● **Task to carry out**:
Copy all lines containing the string "grid" from the records below.

● **Source data**:
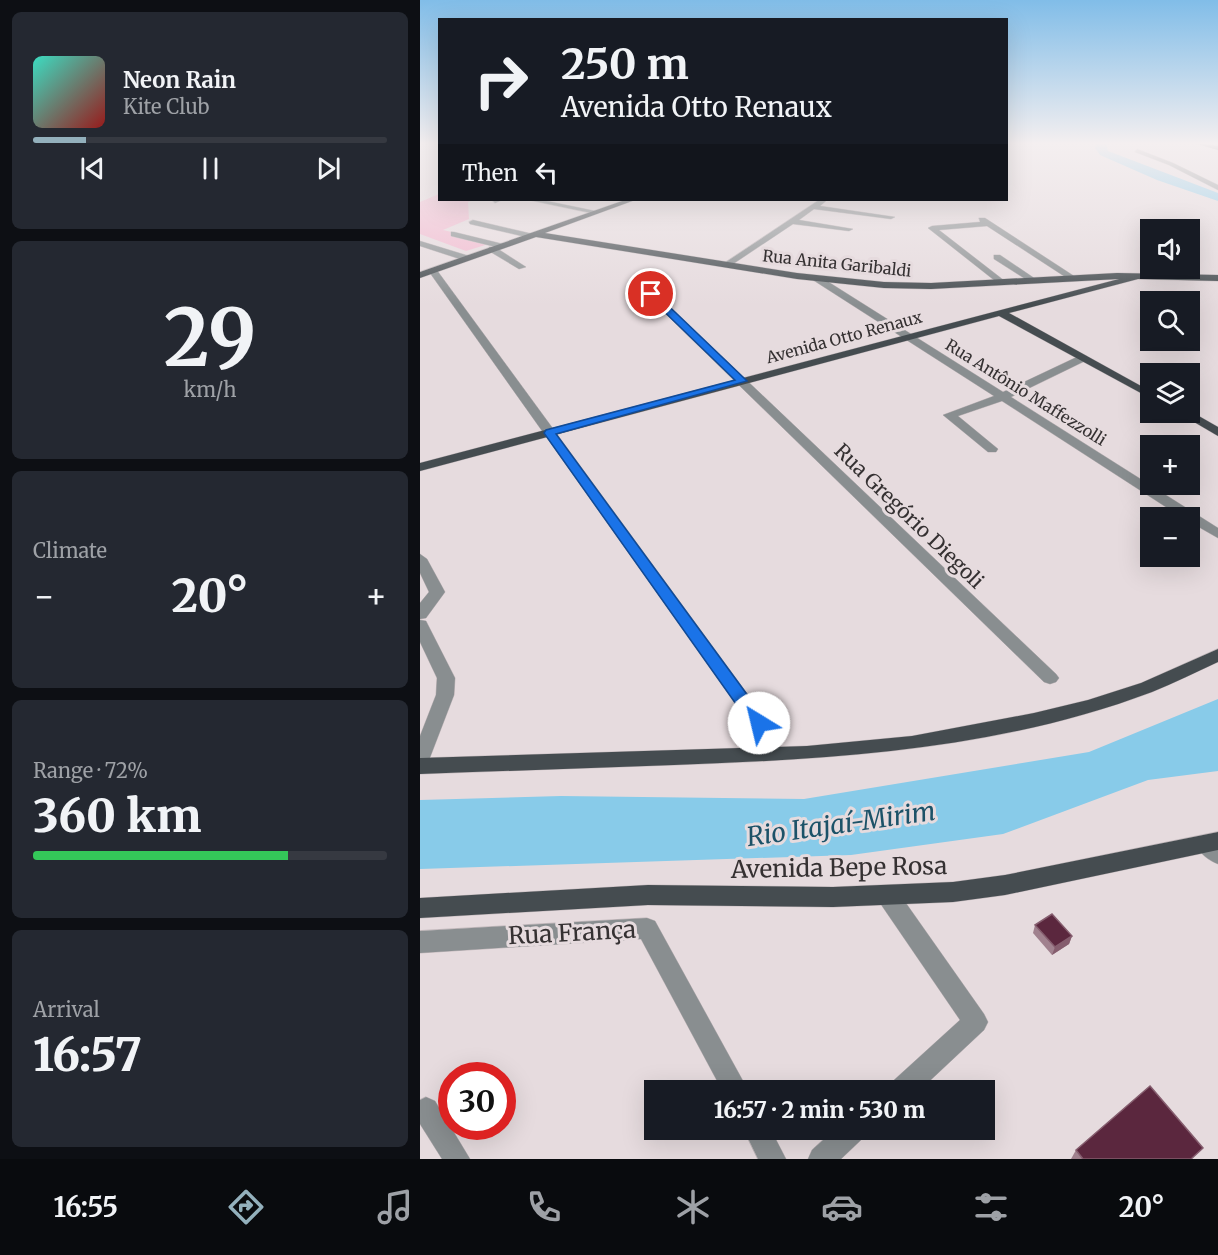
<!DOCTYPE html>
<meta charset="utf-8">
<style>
:root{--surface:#171b24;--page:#242831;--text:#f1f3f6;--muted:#9ea1a6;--line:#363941;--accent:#93b0bc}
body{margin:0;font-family:Merriweather,serif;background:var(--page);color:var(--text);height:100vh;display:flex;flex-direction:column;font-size:22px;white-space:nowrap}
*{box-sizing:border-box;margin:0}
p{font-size:20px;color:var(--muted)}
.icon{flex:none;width:33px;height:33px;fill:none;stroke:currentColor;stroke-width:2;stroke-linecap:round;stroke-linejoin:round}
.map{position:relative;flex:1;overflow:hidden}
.details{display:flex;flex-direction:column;gap:12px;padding:12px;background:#0d0f14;width:420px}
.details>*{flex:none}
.top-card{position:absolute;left:18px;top:18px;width:570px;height:183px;border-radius:0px;box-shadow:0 6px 24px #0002;background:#171b24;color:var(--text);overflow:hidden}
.controls{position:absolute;left:720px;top:219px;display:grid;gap:12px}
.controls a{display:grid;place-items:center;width:60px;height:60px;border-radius:0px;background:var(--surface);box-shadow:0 6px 24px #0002;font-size:30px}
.speed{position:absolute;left:18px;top:1062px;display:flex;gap:12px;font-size:30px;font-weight:700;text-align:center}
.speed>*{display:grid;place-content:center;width:78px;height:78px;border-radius:50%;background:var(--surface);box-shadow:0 6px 24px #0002;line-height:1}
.speed .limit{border:9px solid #d22;background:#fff;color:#111}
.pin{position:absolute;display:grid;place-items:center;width:51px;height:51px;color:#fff;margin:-26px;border:3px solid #fff;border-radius:50%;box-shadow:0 2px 6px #0007}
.me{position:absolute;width:66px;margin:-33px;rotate:324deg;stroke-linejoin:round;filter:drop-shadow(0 0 4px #0008)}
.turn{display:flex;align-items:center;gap:21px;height:126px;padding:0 24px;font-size:27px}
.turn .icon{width:78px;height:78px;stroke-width:2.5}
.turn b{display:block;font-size:42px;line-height:51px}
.then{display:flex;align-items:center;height:57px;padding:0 24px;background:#0003;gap:12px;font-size:22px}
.big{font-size:45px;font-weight:800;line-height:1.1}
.details .widget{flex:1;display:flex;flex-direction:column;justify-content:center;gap:9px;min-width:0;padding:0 21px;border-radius:9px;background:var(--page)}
.details .dial{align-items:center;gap:0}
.dial b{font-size:78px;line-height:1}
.song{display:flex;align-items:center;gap:18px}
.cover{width:72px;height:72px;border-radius:9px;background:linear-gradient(135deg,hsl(170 70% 55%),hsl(0 70% 35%))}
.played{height:6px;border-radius:3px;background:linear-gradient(90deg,var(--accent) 15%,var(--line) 15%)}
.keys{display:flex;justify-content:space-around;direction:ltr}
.heat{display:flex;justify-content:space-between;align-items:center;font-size:33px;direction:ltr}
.charge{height:9px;border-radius:4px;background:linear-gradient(90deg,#34c759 72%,var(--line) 0)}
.trip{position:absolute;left:224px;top:1080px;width:351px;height:60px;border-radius:0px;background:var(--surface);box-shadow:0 6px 24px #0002;font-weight:800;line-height:60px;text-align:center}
.tabs{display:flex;height:96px;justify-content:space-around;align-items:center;background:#090b0e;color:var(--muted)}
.tabs .icon{width:42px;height:42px}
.tabs .on{color:var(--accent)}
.tabs b{font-size:27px;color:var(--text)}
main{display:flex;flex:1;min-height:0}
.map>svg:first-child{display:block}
</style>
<main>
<section class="details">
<div class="widget">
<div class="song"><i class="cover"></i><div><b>Neon Rain</b><p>Kite Club</p></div></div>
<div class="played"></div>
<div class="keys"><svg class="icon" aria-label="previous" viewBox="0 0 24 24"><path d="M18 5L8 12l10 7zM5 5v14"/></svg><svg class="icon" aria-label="pause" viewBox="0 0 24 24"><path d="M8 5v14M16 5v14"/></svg><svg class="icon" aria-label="next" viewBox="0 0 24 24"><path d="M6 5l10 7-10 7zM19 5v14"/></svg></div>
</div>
<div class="widget dial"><b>29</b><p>km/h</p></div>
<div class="widget"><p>Climate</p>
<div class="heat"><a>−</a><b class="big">20°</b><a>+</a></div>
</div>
<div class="widget"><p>Range · 72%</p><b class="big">360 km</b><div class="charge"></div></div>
<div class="widget"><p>Arrival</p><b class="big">16:57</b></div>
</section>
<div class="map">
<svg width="798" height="1159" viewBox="0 0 798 1159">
<rect width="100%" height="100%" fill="#e6dbde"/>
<!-- green -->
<polygon fill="#f2b9cf" points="19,194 20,200 53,200 48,202 49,219 23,230 75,242 46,251 0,234 0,202"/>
<!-- water -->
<polygon fill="#88cbe9" points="798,699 798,771 728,780 583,834 431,855 0,869 0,800 141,796 384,799 669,752"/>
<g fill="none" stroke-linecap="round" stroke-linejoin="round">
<!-- river -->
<polygon fill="#88cbe9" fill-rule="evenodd" points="676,143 686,143 688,151 798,193 798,201 737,180 680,155 675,148"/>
<defs>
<g id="minor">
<polygon points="717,149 753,163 798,185 798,190 749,165 715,152"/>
<polygon points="72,200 82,200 75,203"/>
<polygon points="109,200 122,200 180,212 176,214"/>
<polygon points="399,200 407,200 400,206 475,217 471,219 394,209 379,220 433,229 429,231 373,224 310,266 303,264"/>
<polygon points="559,218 565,218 657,278 650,280 567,226 519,230 586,282 579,284 508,228 512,226 560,222"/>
<polygon points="53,220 113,234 114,236 110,238 50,224 49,222"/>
<polygon points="34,232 83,244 84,246 80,248 31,236 31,232"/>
<polygon points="0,241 49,256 50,258 46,261 0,246"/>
<polygon points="69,247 75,247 106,267 99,269 69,251"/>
<polygon points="574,255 580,255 617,280 610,282 574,259"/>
<polygon points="10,269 16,269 345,718 348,723 345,728 339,730 333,728 10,273"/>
<polygon points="393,276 399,276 583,392 659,356 667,356 667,360 591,397 798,528 798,538 770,522 770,518 763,518 582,401 538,416 578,449 576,452 568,452 523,415 574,396 393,280"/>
<polygon points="214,279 220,279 636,674 639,678 636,682 630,684 624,682 214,283"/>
<polygon points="0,554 7,559 25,592 6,618 0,619 0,603 9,592 0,573"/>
<polygon points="0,620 6,621 8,625 35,678 34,695 9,760 7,765 0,767 0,736 16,695 17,678 0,642"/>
<path d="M786 835 798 842V864C788 860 780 854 776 844L779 838Z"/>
<polygon points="468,886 476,889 564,1014 568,1022 564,1030 500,1090 469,1090 473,1081 540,1020 460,903 457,896 460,889"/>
<polygon points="227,918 235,921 328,1090 302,1090 221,939 0,953 0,931"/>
<polygon points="6,1097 15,1101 50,1159 22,1159 0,1124 0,1100"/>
<polygon points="324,1130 351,1130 366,1159 338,1159"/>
<polygon points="414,1130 446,1130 442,1139 421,1159 388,1159 392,1150"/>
</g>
<g id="major">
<polygon points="776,143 798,146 798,150 777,144"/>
<polygon points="205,200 215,200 125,233 377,273 464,282 511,283 697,273 798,275 798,281 718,279 589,313 730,391 730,398 579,316 0,471 0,463 699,279 511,289 464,288 377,279 116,237 0,278 0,272"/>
<polygon points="770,411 798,427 798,436 757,412"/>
<path d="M798 649V662C776 672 754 683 732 692 578 750 416 759 254 765 169 768 85 771 0 774V758L387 746 492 736 614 713 668 700 721 683Z"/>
<polygon points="798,832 798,850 585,895 533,902 413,907 228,905 0,918 0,898 228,885 413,887 533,882 585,875"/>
</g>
</defs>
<!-- minor casing -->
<use href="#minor" stroke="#c3b9bc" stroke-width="1"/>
<!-- major casing -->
<use href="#major" stroke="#c3b9bc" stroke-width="1"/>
<!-- minor -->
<use href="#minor" fill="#898e90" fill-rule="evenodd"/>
<!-- major -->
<use href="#major" fill="#454c50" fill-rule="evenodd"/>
</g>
<!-- wall -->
<g fill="#a0818e">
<polygon points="615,925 652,936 649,944 632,955 613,933"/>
<polygon points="656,1150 774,1159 651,1159"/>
</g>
<!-- shaded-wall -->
<polygon fill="#855d6e" points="652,936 649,944 632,955 635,947"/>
<!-- building -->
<g fill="#5b273e" stroke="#855d6e" stroke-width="1.5">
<polygon points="632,914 652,936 635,947 615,925"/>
<polygon points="730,1086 783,1148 771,1159 663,1159 656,1150"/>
</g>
<!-- sky -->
<linearGradient id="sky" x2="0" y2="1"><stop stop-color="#81bde8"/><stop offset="0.47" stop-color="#f4eff0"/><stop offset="1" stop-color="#f4eff0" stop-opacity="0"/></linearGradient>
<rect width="798" height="305" fill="url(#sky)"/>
<!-- route -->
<polygon fill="#1a73e8" stroke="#114b97" stroke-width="1.5" points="228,292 234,292 327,381 136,434 345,719 347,723 345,728 339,730 333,728 124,433 126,430 315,380 228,296"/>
<g text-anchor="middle" stroke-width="6" stroke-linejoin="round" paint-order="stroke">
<!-- far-street labels -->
<g font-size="16" fill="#353132" stroke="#e6dbde">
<text transform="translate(417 263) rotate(6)" y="6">Rua Anita Garibaldi</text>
<text transform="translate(424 337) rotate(-15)" y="6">Avenida Otto Renaux</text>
<text transform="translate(606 392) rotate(32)" y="6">Rua Antônio Maffezzolli</text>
</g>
<!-- street labels -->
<g font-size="20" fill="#353132" stroke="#e6dbde">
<text transform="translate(489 516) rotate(44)" y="7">Rua Gregório Diegoli</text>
</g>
<!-- near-street labels -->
<g font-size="24" fill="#353132" stroke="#e6dbde">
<text transform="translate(419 868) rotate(-1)" y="8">Avenida Bepe Rosa</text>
<text transform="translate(152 933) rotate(-3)" y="8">Rua França</text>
</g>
<!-- near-water labels -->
<g font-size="26" font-style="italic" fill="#1c5268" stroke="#e6dbde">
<text transform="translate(421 824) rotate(-8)" y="9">Rio Itajaí-Mirim</text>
</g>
</g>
</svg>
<div class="controls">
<a><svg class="icon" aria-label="sound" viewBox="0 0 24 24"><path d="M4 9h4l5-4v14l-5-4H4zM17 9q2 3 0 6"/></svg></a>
<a><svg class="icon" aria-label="search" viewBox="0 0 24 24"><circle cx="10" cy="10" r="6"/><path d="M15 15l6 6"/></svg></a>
<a><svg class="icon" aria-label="layers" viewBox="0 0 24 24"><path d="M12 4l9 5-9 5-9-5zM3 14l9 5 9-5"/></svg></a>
<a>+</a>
<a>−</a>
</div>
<div class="speed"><div class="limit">30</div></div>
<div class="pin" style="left:231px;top:294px;background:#d93025"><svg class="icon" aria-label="arrive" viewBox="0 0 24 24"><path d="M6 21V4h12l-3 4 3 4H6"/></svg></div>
<svg class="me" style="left:339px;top:723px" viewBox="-20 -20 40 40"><circle r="19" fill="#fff"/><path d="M0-13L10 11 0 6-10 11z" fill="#1a73e8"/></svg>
<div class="trip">16:57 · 2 min · 530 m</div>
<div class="top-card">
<div class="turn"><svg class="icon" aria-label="right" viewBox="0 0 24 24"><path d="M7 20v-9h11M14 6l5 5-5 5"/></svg><div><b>250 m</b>Avenida Otto Renaux</div></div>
<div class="then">Then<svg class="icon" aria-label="left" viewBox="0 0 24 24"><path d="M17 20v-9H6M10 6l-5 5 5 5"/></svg></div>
</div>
</div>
</main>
<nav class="tabs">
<b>16:55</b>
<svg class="icon on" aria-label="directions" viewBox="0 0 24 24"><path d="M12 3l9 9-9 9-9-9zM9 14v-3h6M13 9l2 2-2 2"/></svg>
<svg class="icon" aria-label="music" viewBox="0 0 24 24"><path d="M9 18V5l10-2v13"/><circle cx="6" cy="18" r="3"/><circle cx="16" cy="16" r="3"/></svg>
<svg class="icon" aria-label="phone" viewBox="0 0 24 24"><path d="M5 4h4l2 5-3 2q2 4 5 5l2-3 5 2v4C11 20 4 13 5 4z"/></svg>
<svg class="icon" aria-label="climate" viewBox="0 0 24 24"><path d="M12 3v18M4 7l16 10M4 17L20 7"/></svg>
<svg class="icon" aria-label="car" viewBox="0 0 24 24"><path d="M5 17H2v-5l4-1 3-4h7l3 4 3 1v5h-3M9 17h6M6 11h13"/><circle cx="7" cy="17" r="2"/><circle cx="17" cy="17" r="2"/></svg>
<svg class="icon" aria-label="filters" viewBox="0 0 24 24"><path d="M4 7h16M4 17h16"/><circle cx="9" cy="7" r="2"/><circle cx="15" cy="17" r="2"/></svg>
<b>20°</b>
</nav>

● **Worked solution**:
.controls{position:absolute;left:720px;top:219px;display:grid;gap:12px}
.controls a{display:grid;place-items:center;width:60px;height:60px;border-radius:0px;background:var(--surface);box-shadow:0 6px 24px #0002;font-size:30px}
.speed>*{display:grid;place-content:center;width:78px;height:78px;border-radius:50%;background:var(--surface);box-shadow:0 6px 24px #0002;line-height:1}
.pin{position:absolute;display:grid;place-items:center;width:51px;height:51px;color:#fff;margin:-26px;border:3px solid #fff;border-radius:50%;box-shadow:0 2px 6px #0007}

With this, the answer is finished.